Controversial parallel races at the World Ski Championships: kings without a kingdom

The website of the World Ski and Snowboard Federation Fis has always been a serious source of news, and since Johan Eliasch rose to become Fis President, that hasn’t exactly changed for the better – to say the least. In the past few days, however, one could exceptionally agree with the headline makers. The World Cup final in the team parallel race, the Fis rejoiced, produced all the elements that make this format so worth seeing.

The drivers from the USA and Norway had an exciting duel, the last duel between Tommy Ford and Timon Haugan culminating in a simple arc of suspense: the winner would give his team the title. It then hit Ford as Haugan got tangled up in the start gate in his excitement and almost somersaulted onto the track. American River Radamus later summed it up when he poured his love for the team event into the following formula: “It tickles a whole different energy in me.” Every momentum of the individual is in the service of a team, and so the Americans in Méribel also rewarded each other for disappointments that this individual sport had brought them before: broken bones, torn ligaments, the high expectations for junior titles, which Radamus despaired of for a long time.

Fis changed the rules more often than Hollywood actors changed their partners

It’s been around twelve years since they reintegrated the parallel races into alpine world championships and the World Cup – a classic of alpine sports that had previously been presented as a professional tour in the USA. In theory, it all didn’t sound bad, two drivers duel head to head; the entertaining event was primarily intended to reach a younger audience in a sport that draws heavily on its history.
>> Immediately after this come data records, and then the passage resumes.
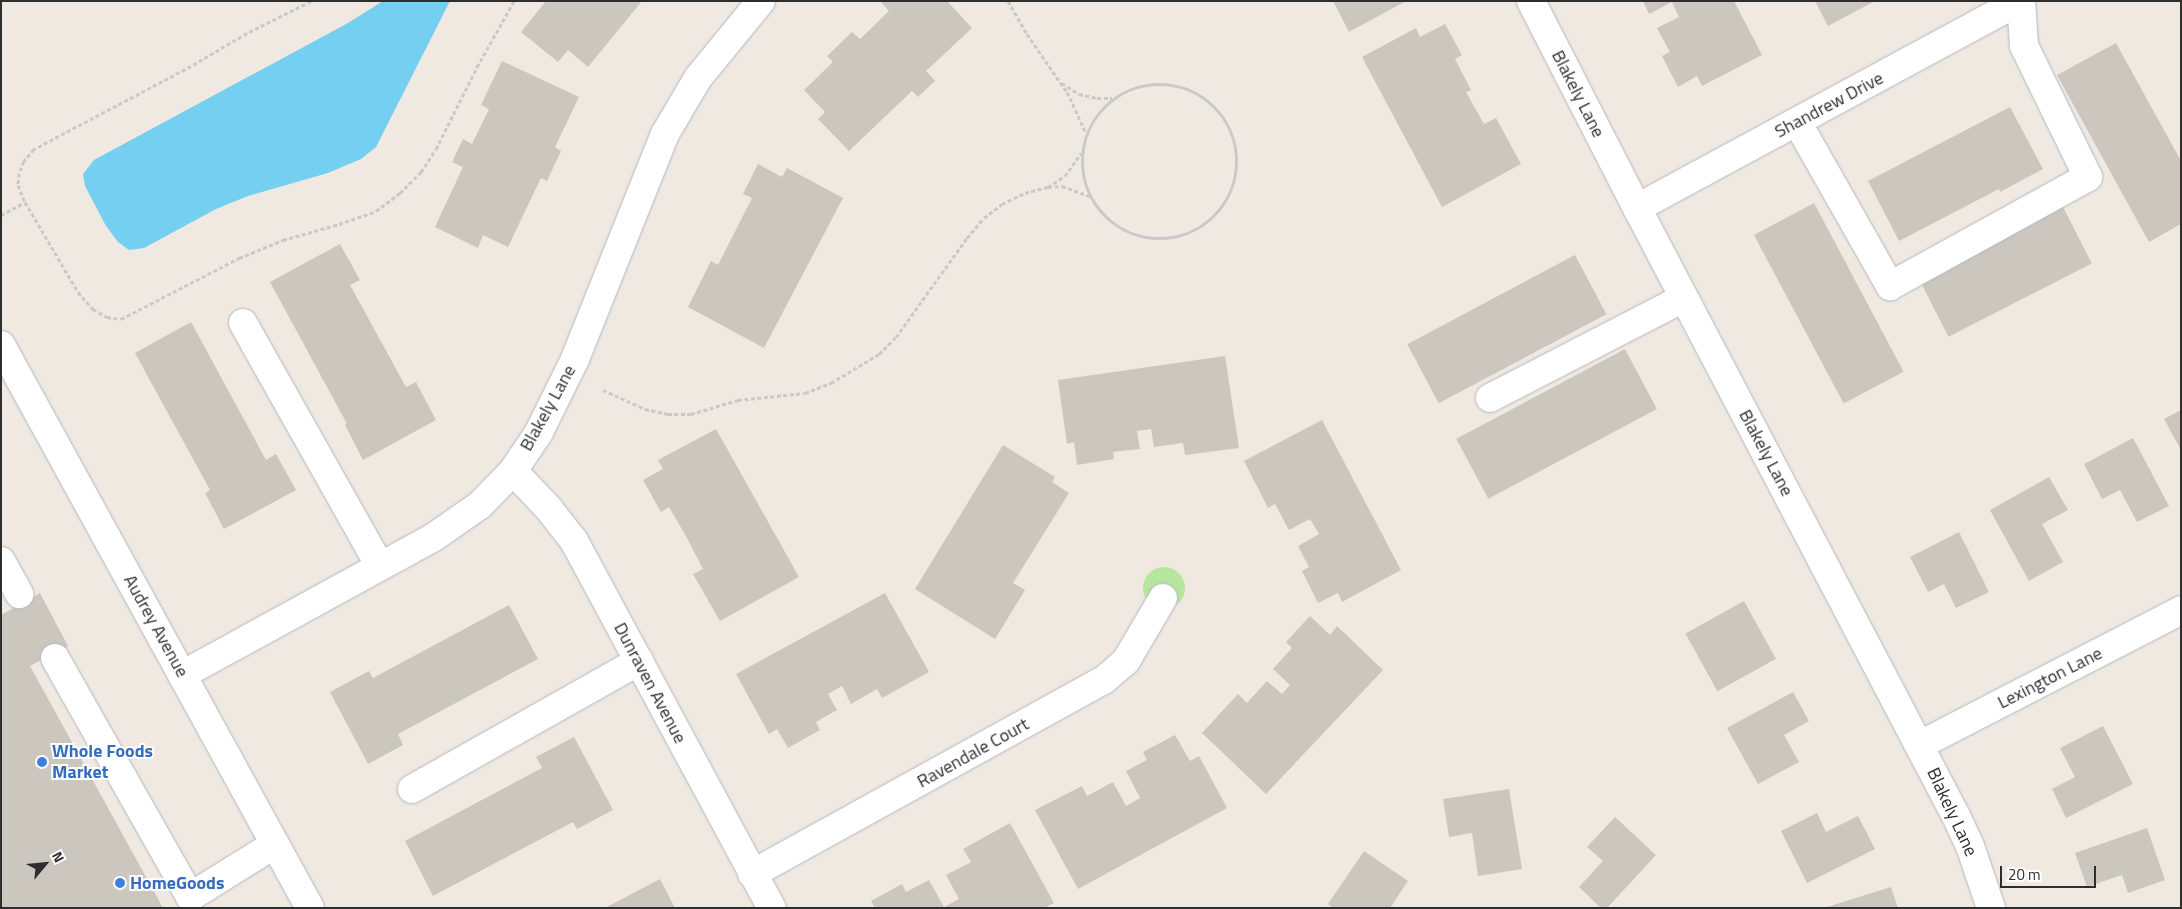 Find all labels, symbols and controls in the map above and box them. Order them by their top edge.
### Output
street label: Blakely Lane [1547,47,1609,141]
street label: Shandrew Drive [1771,67,1887,143]
street label: Blakely Lane [516,361,580,455]
street label: Blakely Lane [1734,406,1798,500]
street label: Audrey Avenue [119,571,193,681]
street label: Dunraven Avenue [609,619,691,747]
street label: Lexington Lane [1994,642,2106,714]
street label: Ravendale Court [913,713,1033,793]
place label: Whole Foods Market [52,741,153,784]
marker: Whole Foods Market [36,756,48,768]
street label: Blakely Lane [1922,764,1982,860]
north arrow [20,839,70,889]
text: N [47,848,70,866]
scale bar [2002,856,2098,888]
text: 20 m [2008,863,2041,886]
place label: HomeGoods [130,872,224,894]
marker: HomeGoods [114,877,126,889] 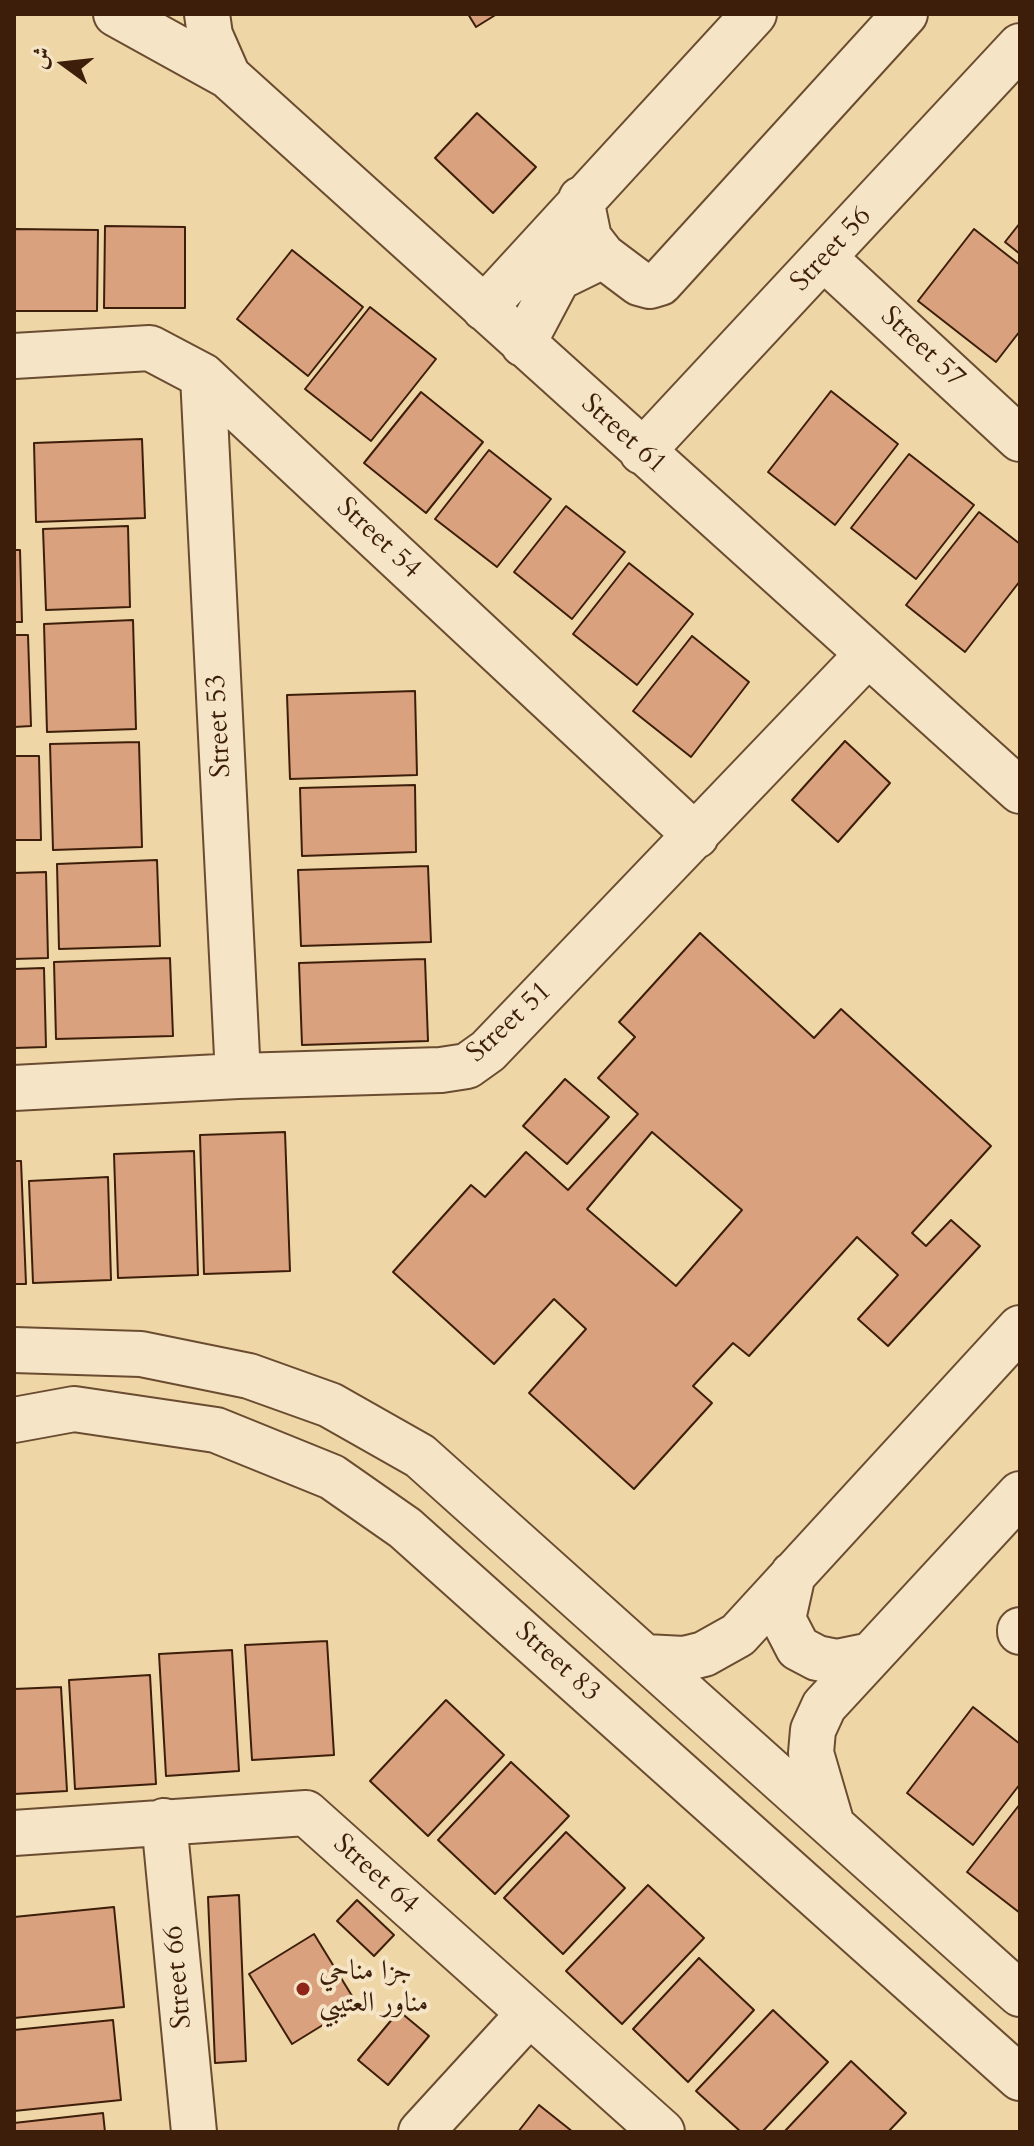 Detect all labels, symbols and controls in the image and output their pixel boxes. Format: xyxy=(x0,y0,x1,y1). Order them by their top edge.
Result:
north arrow xyxy=(24,24,104,104)
text: ش xyxy=(24,43,58,72)
street label: Street 56 xyxy=(784,201,880,299)
street label: Street 57 xyxy=(873,300,971,396)
street label: Street 61 xyxy=(573,388,673,482)
street label: Street 54 xyxy=(329,491,427,587)
street label: Street 53 xyxy=(201,673,239,779)
street label: Street 51 xyxy=(461,975,559,1071)
street label: Street 83 xyxy=(507,1616,607,1710)
street label: Street 64 xyxy=(325,1828,425,1922)
street label: Street 66 xyxy=(158,1924,200,2030)
place label: جزا مناحي مناور العتيبي xyxy=(319,1956,428,2022)
marker: جزا مناحي مناور العتيبي xyxy=(294,1980,312,1998)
It took a while for them to translate the simple idea into practice, as the Fis changed the rules more often than Hollywood actors changed their partners. Drivers turned away, the format appeared less and less in the World Cup.

It has already been canceled for the 2026 Winter Games, allegedly because men and women ski in two different ski areas and it is not logistically feasible to bring them together for a competition. The discipline could then become Olympic again for 2030, it was said recently, at the same time new plans leaked out in France that the parallel races could therefore also be canceled at the upcoming world championships.

The preliminary punch line: At least in the team format, they had recently bent the rules in such a way that it was good to look at. The ratings, they say in the German Ski Association, were also passable, although the format at world championships takes place during the week, i.e. not during premium time. So now the dismantling, for which, as DSV sports director Wolfgang Maier now emphasized, not only the Fis are to blame, but also the national associations, which have not agreed on strict rules in various committees for a long time. In any case, that’s also a talent: to choose the kings in a discipline – and at the same time to rob them of their kingdom.